##### Exercise data #####
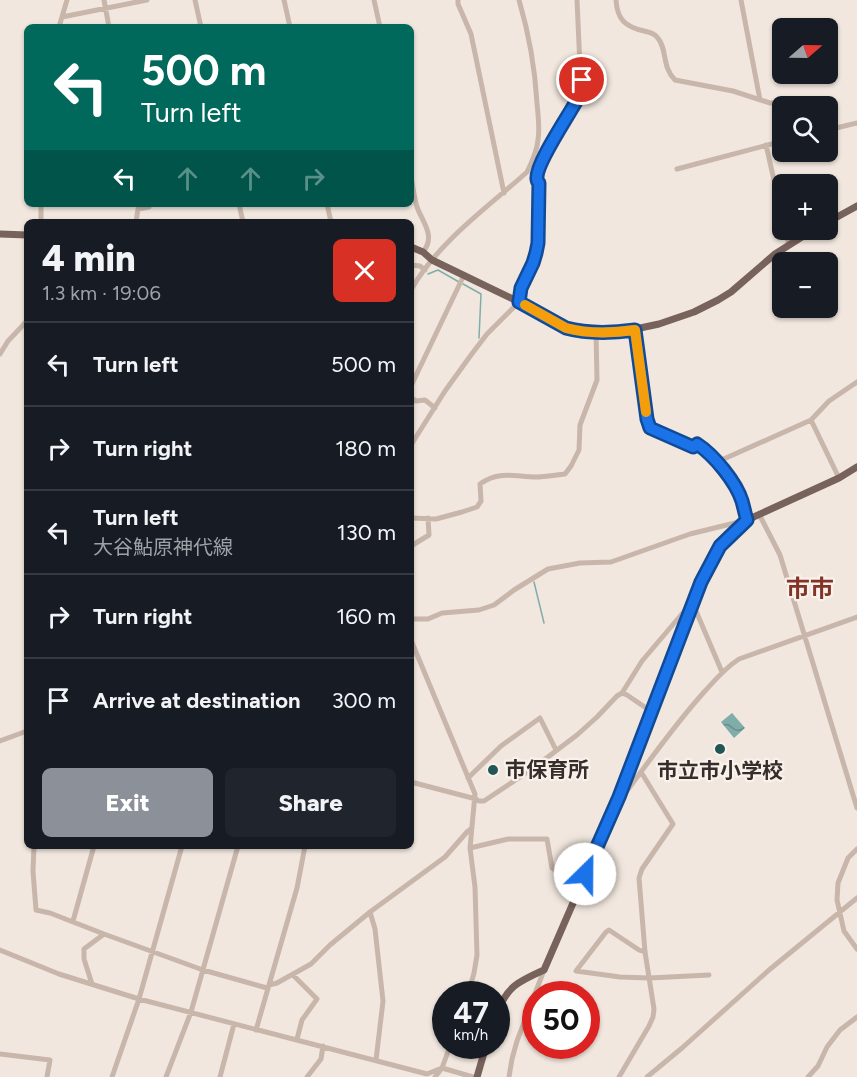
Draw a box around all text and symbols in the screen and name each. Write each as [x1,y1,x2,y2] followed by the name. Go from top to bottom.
[772,18,838,84] north arrow
[772,18,838,318] map controls
[141,45,266,96] text: 500 m
[42,48,120,126] icon: left
[556,54,607,105] pin
[565,63,598,96] icon: arrive
[141,96,241,129] text: Turn left
[772,96,838,162] button: search
[108,162,141,195] icon: left
[171,162,204,195] icon: ahead
[234,162,267,195] icon: ahead
[297,162,330,195] icon: right
[772,174,838,240] button: +
[42,237,136,280] text: 4 min
[333,239,396,302] button: close
[772,252,838,318] button: −
[42,281,161,305] text: 1.3 km · 19:06
[42,348,75,381] icon: left
[93,351,179,378] text: Turn left
[331,351,396,378] text: 500 m
[42,432,75,465] icon: right
[93,435,192,462] text: Turn right
[335,435,396,462] text: 180 m
[93,504,179,531] text: Turn left
[42,516,75,549] icon: left
[337,519,396,546] text: 130 m
[93,535,233,559] text: 大谷鮎原神代線
[786,574,834,603] district label: 市市
[42,600,75,633] icon: right
[93,603,192,630] text: Turn right
[336,603,396,630] text: 160 m
[42,684,75,717] icon: arrive
[93,687,301,714] text: Arrive at destination
[332,687,396,714] text: 300 m
[713,742,727,756] marker: 市立市小学校
[505,757,589,782] place label: 市保育所
[657,758,783,783] place label: 市立市小学校
[486,763,500,777] marker: 市保育所
[42,768,213,837] button: Exit
[225,768,396,837] button: Share
[553,842,617,906] position arrow
[522,981,600,1059] speed limit sign: 50
[453,994,489,1031] text: 47
[454,1026,488,1044] text: km/h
#####
▸ What you should do: Take every entry and repeat it verbatim, minus the pictures.

▸ Task solution:
Draw a box around all text and symbols in the screen and name each. Write each as [x1,y1,x2,y2] followed by the name. Go from top to bottom.
[772,18,838,84] north arrow
[772,18,838,318] map controls
[141,45,266,96] text: 500 m
[42,48,120,126] icon: left
[556,54,607,105] pin
[565,63,598,96] icon: arrive
[141,96,241,129] text: Turn left
[772,96,838,162] button: search
[108,162,141,195] icon: left
[171,162,204,195] icon: ahead
[234,162,267,195] icon: ahead
[297,162,330,195] icon: right
[772,174,838,240] button: +
[42,237,136,280] text: 4 min
[333,239,396,302] button: close
[772,252,838,318] button: −
[42,281,161,305] text: 1.3 km · 19:06
[42,348,75,381] icon: left
[93,351,179,378] text: Turn left
[331,351,396,378] text: 500 m
[42,432,75,465] icon: right
[93,435,192,462] text: Turn right
[335,435,396,462] text: 180 m
[93,504,179,531] text: Turn left
[42,516,75,549] icon: left
[337,519,396,546] text: 130 m
[93,535,233,559] text: 大谷鮎原神代線
[786,574,834,603] district label: 市市
[42,600,75,633] icon: right
[93,603,192,630] text: Turn right
[336,603,396,630] text: 160 m
[42,684,75,717] icon: arrive
[93,687,301,714] text: Arrive at destination
[332,687,396,714] text: 300 m
[713,742,727,756] marker: 市立市小学校
[505,757,589,782] place label: 市保育所
[657,758,783,783] place label: 市立市小学校
[486,763,500,777] marker: 市保育所
[42,768,213,837] button: Exit
[225,768,396,837] button: Share
[553,842,617,906] position arrow
[522,981,600,1059] speed limit sign: 50
[453,994,489,1031] text: 47
[454,1026,488,1044] text: km/h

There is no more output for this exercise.